Kaca kafe yang transparan membuatnya dapat melihat dengan jelas. Rowoon—dengan wajahnya yang tampan ditimpa sinar mentari di penghujung musim dingin—terlihat bahagia dengan pemuda yang jauh lebih pendek darinya. Pemuda itu berambut hitam dan wajahnya mengingatkan Hwiyoung pada panda.

Rowoon menyerahkan salah satu kopinya ke pemuda tak dikenal tersebut. Dan ketika pemuda asing itu mengatakan sesuatu, Rowoon tertawa. Secara samar namun pasti, Hwiyoung bisa melihat wajah mahasiswa semester tiga itu tampak malu.

Apa itu Seokwoo?

Kau terlihat bahagia dengannya. Hwiyoung tahu masa-masa remaja adalah saat semua emosi di dadanya membuncah. Beberapa minggu terakhir, Hwiyoung dibuat stress oleh tugas sekolahnya, ujian, kondisi rumah, dan pekerjaan barunya ini. Lalu ditambah sosok Rowoon yang merubah hidup monotonnya menjadi lebih bermasalah.

Sesak.

Semuanya terasa buram seketika. Dan sebelum Hwiyoung bisa membuka mulutnya untuk memanggil Chani, ia mendapati tubuhnya terkulai lemas di lantai—matanya basah dan napasnya pendek.

.

"Kau tahu, kau tidak perlu memaksakan diri," gumam Chani muram sambil meremas tangan Hwiyoung. "Kau tampak stres akhir-akhir ini. Lebih baik jika kita fokus saja pada sekolah, ya?"

Hwiyoung mengangguk lemah, melirik kabel infus yang tertancap di punggung tangannya. Kelelahan, banyak pikiran, dan telat makan adalah latar belakang yang membuat Hwiyoung harus dirawat di rumah sakit karena terserang tifus, meski skalanya masih berada di angka 4.

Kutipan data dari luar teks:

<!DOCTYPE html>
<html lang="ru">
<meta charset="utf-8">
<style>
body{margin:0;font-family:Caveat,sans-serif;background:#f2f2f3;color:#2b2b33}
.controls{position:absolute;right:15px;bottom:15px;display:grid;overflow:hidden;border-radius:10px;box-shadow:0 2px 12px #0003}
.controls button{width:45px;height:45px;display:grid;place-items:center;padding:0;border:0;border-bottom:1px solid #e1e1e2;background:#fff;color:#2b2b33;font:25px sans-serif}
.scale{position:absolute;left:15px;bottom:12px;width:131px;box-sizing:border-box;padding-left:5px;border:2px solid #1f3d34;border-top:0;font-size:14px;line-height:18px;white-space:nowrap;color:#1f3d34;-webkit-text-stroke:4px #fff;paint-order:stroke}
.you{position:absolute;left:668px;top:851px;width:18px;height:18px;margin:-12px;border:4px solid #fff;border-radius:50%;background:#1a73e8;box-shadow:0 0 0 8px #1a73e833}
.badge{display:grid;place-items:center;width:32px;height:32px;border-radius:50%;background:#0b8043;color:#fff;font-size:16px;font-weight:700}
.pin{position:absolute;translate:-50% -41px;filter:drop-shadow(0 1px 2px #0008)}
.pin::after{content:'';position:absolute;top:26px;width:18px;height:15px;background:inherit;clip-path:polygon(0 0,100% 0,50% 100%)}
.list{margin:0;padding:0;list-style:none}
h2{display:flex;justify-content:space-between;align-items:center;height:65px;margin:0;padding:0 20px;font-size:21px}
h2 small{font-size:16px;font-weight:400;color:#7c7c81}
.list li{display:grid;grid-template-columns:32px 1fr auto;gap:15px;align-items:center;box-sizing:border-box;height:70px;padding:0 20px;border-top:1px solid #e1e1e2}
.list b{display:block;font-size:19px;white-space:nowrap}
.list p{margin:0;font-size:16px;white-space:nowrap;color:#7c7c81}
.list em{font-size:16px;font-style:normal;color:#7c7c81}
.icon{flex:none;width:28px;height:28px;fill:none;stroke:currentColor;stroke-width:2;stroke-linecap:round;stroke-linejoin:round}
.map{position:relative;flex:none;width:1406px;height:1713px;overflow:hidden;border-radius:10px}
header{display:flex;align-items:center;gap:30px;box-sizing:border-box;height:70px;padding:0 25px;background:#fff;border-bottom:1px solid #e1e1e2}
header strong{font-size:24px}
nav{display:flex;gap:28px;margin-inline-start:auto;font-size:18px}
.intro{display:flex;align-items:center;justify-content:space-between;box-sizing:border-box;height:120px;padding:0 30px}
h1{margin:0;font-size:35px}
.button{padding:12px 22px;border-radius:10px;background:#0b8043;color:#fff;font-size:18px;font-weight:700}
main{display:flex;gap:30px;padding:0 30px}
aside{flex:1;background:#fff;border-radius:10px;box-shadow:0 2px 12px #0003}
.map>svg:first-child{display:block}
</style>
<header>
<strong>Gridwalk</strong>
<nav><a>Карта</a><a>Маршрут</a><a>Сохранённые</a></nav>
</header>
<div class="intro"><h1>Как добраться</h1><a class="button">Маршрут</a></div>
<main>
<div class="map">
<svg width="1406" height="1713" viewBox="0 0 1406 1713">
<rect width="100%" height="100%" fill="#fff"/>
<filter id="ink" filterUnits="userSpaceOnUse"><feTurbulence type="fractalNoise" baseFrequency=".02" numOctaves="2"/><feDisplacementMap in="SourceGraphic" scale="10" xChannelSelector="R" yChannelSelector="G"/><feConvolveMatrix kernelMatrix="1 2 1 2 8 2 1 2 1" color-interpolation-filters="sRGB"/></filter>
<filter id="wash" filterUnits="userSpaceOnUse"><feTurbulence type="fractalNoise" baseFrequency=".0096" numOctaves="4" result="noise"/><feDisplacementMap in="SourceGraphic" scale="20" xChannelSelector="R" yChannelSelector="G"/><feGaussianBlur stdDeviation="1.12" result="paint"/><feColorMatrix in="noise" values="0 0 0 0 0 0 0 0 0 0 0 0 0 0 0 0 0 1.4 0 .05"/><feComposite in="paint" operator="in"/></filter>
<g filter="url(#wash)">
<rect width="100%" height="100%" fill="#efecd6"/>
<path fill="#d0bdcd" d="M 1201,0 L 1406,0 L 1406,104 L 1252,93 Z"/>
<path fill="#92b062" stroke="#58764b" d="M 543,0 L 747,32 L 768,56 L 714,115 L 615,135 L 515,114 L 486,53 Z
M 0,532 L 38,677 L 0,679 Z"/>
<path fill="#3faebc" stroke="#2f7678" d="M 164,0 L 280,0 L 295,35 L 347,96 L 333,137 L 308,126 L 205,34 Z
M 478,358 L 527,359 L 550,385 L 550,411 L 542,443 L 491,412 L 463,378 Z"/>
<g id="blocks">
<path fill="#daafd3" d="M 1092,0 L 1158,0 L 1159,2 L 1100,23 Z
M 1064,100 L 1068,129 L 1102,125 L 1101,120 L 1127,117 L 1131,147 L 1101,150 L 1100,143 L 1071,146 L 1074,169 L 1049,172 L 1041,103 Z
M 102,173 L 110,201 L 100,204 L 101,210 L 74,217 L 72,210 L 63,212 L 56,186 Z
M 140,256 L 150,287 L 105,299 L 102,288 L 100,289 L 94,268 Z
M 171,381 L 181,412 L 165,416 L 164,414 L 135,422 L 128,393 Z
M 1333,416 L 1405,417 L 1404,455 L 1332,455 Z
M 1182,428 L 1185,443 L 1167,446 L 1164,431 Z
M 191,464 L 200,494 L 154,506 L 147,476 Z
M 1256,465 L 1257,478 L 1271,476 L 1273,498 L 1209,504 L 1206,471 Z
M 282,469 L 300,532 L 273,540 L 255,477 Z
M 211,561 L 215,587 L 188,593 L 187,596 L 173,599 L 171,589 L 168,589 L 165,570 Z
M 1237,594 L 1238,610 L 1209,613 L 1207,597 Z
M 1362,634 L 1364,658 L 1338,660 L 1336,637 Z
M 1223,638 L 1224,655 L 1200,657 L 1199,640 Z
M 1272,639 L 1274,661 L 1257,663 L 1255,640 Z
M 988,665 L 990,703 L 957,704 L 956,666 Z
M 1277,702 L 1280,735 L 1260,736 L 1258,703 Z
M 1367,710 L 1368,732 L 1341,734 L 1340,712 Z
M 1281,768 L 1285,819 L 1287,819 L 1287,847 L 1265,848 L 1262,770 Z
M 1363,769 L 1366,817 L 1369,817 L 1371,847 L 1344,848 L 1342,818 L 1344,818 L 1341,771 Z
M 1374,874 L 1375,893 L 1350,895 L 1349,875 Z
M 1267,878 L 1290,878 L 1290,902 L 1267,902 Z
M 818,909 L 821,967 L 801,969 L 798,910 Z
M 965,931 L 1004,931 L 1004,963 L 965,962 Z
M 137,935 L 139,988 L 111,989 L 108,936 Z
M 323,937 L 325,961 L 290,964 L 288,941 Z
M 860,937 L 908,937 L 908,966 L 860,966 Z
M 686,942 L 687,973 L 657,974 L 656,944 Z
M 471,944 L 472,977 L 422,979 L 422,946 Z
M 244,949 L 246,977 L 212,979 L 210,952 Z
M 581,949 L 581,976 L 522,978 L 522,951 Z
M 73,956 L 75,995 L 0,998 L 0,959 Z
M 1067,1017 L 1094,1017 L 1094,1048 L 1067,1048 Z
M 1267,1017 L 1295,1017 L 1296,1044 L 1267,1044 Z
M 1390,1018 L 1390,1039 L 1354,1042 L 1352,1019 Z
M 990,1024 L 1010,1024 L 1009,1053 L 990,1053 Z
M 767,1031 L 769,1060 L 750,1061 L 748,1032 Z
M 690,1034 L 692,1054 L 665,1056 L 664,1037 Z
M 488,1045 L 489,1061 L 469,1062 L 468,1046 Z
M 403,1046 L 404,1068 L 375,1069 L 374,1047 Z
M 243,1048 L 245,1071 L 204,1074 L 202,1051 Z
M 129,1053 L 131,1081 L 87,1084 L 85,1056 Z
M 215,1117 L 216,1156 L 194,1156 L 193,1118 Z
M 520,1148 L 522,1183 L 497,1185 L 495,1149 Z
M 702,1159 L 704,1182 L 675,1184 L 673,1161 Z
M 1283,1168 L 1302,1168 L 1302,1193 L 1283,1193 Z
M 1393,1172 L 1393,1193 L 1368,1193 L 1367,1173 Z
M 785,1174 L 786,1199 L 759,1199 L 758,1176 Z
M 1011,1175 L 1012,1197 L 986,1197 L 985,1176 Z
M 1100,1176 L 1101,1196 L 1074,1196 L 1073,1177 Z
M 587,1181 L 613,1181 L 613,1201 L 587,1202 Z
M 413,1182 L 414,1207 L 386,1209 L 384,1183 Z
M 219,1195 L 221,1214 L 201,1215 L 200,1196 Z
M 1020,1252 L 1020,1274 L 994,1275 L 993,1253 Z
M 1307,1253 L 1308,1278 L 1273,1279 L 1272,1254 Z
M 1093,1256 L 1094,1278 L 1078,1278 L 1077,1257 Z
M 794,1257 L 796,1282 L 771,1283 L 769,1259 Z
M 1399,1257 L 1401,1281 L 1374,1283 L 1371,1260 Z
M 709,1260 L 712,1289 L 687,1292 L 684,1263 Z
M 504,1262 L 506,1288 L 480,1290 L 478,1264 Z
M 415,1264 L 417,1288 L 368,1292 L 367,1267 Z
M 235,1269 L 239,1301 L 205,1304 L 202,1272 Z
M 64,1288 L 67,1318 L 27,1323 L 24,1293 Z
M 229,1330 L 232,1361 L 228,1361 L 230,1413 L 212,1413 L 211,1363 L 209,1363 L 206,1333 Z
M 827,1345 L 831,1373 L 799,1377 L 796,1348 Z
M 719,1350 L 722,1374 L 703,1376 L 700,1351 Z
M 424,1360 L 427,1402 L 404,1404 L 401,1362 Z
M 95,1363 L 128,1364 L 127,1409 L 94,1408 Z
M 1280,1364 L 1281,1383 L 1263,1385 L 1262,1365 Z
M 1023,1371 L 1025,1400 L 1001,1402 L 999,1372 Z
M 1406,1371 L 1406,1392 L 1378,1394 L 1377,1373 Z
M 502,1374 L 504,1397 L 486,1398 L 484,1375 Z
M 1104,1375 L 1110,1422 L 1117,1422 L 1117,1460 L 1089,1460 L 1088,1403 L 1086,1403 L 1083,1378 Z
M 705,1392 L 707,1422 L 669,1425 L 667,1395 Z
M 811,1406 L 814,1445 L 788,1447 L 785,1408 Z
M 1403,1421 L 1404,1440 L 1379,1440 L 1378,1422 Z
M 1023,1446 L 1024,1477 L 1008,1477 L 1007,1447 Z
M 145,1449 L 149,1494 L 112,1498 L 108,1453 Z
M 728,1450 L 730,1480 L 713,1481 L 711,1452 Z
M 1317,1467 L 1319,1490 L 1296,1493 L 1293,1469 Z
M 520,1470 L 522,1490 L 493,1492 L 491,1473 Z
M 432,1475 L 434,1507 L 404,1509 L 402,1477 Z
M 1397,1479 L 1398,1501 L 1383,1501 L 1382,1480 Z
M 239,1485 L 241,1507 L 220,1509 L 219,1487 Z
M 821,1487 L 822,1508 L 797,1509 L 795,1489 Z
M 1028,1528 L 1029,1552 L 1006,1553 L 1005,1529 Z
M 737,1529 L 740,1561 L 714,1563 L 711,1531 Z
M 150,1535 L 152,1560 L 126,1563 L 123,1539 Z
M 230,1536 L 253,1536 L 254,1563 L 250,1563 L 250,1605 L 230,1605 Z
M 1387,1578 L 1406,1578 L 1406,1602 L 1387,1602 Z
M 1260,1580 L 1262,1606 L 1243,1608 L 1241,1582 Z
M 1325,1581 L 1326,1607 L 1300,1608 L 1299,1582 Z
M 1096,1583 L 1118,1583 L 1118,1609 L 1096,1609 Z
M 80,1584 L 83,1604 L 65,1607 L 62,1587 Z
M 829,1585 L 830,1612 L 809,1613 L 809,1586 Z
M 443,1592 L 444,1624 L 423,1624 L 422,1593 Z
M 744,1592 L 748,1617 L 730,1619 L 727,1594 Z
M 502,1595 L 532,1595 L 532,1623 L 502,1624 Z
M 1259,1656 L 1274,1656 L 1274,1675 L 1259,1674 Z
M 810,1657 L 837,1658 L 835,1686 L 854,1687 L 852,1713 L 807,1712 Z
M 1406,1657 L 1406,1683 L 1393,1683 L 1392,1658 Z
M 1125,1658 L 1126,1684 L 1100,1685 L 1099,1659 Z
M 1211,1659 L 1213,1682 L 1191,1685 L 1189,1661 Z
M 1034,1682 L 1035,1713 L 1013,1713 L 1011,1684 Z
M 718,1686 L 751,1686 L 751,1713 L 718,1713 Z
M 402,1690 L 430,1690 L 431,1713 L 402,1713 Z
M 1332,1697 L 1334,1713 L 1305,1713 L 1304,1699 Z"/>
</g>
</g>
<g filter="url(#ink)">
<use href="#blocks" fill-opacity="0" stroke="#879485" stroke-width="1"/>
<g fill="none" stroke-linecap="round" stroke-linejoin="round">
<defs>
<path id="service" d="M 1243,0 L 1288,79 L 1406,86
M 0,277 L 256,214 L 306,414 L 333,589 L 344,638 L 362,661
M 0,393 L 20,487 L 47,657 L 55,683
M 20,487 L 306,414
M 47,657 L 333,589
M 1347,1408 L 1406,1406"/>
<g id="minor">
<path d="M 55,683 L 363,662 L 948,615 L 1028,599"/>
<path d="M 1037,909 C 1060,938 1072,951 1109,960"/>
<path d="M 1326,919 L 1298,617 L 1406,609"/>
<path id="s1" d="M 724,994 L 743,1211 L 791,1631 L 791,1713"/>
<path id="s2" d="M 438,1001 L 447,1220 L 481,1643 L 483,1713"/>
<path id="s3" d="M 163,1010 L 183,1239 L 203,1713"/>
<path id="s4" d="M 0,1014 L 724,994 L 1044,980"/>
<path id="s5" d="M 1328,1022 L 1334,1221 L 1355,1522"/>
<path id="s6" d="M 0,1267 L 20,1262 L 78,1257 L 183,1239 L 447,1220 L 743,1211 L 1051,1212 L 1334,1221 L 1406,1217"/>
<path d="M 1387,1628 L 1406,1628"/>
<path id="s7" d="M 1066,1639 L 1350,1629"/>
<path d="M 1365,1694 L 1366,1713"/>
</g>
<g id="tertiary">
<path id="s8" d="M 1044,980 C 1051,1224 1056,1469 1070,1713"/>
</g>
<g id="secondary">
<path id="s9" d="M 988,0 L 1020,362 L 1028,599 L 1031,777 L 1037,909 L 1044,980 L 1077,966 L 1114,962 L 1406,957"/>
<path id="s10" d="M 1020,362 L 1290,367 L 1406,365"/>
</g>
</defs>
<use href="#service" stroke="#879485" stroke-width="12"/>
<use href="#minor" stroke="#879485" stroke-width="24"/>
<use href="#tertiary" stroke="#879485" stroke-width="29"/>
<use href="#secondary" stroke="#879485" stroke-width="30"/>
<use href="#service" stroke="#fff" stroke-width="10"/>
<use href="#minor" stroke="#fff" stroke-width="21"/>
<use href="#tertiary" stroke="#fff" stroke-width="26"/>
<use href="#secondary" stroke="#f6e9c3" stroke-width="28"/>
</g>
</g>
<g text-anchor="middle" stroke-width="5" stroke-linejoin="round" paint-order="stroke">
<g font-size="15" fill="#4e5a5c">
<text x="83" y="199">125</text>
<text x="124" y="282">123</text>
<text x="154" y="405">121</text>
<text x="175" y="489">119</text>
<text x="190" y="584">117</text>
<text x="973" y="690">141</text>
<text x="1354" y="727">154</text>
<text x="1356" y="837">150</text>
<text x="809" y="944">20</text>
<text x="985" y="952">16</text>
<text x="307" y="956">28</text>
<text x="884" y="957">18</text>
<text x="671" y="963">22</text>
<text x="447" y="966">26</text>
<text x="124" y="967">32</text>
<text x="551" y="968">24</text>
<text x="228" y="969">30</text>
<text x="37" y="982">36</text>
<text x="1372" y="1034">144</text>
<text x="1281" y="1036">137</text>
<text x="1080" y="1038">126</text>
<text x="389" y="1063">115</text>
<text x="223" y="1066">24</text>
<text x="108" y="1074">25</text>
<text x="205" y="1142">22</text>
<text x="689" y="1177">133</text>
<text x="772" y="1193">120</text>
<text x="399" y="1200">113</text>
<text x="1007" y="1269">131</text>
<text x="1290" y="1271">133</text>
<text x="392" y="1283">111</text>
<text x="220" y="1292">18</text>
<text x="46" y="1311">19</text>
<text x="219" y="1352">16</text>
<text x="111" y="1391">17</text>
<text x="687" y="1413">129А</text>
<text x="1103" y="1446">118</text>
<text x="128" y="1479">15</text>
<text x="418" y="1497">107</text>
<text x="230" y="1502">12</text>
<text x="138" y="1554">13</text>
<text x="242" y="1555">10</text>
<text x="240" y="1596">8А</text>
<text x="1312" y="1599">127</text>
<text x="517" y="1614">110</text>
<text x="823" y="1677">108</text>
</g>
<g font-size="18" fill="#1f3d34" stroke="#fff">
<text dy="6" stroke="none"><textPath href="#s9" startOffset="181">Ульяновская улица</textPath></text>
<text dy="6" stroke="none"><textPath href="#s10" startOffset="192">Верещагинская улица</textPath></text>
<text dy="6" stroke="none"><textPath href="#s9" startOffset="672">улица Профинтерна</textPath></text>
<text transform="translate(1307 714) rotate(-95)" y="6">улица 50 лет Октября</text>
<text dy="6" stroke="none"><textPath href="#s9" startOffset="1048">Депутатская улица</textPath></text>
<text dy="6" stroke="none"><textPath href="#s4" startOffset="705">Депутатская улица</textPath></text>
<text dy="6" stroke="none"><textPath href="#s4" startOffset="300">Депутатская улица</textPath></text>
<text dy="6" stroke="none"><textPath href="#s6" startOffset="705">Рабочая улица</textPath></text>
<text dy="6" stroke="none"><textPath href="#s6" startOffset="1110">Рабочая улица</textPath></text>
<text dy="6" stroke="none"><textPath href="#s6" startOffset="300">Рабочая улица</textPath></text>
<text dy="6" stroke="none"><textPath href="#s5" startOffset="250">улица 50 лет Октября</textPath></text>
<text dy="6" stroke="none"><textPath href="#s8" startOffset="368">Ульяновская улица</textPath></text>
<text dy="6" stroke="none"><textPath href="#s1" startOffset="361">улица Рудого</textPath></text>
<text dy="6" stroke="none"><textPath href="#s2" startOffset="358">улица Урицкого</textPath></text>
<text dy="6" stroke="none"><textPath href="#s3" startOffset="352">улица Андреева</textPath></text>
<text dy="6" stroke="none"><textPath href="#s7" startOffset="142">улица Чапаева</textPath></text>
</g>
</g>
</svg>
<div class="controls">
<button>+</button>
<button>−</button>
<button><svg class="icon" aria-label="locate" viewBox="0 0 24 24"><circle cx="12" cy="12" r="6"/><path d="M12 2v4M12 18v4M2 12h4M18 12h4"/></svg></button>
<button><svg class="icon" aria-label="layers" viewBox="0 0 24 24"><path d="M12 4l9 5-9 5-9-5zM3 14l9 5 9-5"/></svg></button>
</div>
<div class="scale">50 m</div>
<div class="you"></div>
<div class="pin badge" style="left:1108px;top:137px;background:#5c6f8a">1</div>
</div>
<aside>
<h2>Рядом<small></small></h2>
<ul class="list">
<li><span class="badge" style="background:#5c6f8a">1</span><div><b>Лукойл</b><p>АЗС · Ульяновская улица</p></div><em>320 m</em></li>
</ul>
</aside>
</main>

Mata Hwiyoung terpejam singkat. Selintas, benaknya melayang ke sosok Rowoon yang tersenyum kepada orang asing.

Dadanya kembali sesak.

Seingatnya, ia tidak pernah terlalu memikirkan lelaki berusia dua puluh tahun itu. Dia belajar dengan baik, makan dengan teratur, dan selalu bahagia di tiap detik hidupnya.

"Kau tidak baik-baik saja, Youngkyunie." Chani mengacak rambut Hwiyoung dengan pelan. "Ibumu sendiri yang mengatakan padaku, bahwa jadwal makanmu menjadi kacau. Kau terlihat lebih lesu dan kurus. Dan lebih sering bermain ponsel."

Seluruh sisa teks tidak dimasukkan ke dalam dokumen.